We know you support import certificates, there has been threads on the subject and attempts to derail other economic discussion threads to talk about this.

As I have said many-a-time, Import Certificates, permitted by GATT Article 12, states clearly that for countries suffering from specific-import challenges said certificates can be established. But, there must be a specific justification as to why, and the certificates are applicable in that industry for only a limited period of time. About GATT:
*Article XI: General Elimination of Quantitative Restrictions

1. No prohibitions or restrictions other than duties, taxes or other charges, whether made effective through quotas, import or export licences or other measures, shall be instituted or maintained by any contracting party on the importation of any product of the territory of any other contracting party or on the exportation or sale for export of any product destined for the territory of any other contracting party.

We cannot protect American industry from "all Chinese imported goods".

The Import Certificate was not intended for such a purpose. How more clearer can the debate get when any reading of Article 12 of the GATT agreement details the conceptual reason for Import Certificates.

OTHER IMPORT RESTRICTIONS

Here is a Good Example of what is hurting US food-exports anchored in the fact that what is permitted in the US is not necessarily permitted in importing countries. Which is the export of poultry goods from the US given that US producers sterilize poultry with bleach. In samples of US poultry, EU labs have found excessive levels of Chlorine, which is harmful to human health. It is not allowed in the processing of any meats in the EU.

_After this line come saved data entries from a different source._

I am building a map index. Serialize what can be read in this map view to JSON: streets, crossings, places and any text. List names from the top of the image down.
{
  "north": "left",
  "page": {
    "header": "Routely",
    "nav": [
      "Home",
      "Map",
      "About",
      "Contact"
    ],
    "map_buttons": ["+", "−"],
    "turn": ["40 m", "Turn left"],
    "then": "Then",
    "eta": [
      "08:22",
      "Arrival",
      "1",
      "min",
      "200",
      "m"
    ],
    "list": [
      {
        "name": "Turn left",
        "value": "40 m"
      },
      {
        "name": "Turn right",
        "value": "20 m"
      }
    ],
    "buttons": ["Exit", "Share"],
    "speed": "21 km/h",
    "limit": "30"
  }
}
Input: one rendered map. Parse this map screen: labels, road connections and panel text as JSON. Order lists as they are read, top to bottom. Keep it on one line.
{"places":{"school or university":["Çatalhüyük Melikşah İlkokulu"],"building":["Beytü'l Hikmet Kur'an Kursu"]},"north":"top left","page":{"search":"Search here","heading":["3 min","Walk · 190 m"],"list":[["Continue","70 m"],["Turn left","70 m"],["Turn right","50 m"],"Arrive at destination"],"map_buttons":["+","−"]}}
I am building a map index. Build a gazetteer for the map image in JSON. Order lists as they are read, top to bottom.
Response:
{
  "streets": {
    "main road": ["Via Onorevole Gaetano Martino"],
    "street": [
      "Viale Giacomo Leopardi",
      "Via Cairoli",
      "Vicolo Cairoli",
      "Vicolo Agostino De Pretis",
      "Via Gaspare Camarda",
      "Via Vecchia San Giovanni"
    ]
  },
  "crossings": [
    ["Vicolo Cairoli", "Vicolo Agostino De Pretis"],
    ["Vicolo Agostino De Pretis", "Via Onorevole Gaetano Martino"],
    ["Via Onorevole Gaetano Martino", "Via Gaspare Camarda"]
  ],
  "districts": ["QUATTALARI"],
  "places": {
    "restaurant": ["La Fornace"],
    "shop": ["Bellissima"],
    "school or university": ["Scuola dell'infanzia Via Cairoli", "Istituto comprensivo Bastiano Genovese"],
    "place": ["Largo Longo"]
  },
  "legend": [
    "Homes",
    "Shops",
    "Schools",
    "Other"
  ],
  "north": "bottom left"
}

Apparently, that is not the case in the US. (Yes, it is washed off, but that washing does not take all of it off, and with time the residue will build-up in your system. It is not for nothing that the US life-span is 3 years less than in Europe. There are a multiplicity of factors at play, and food-processing is likely to be one of them.)

Not even Import Certificates are going to get American poultry into the EU.

NB: The only place one is able to buy a butter-ball Turkey in Europe is on an American military-base or Switzerland.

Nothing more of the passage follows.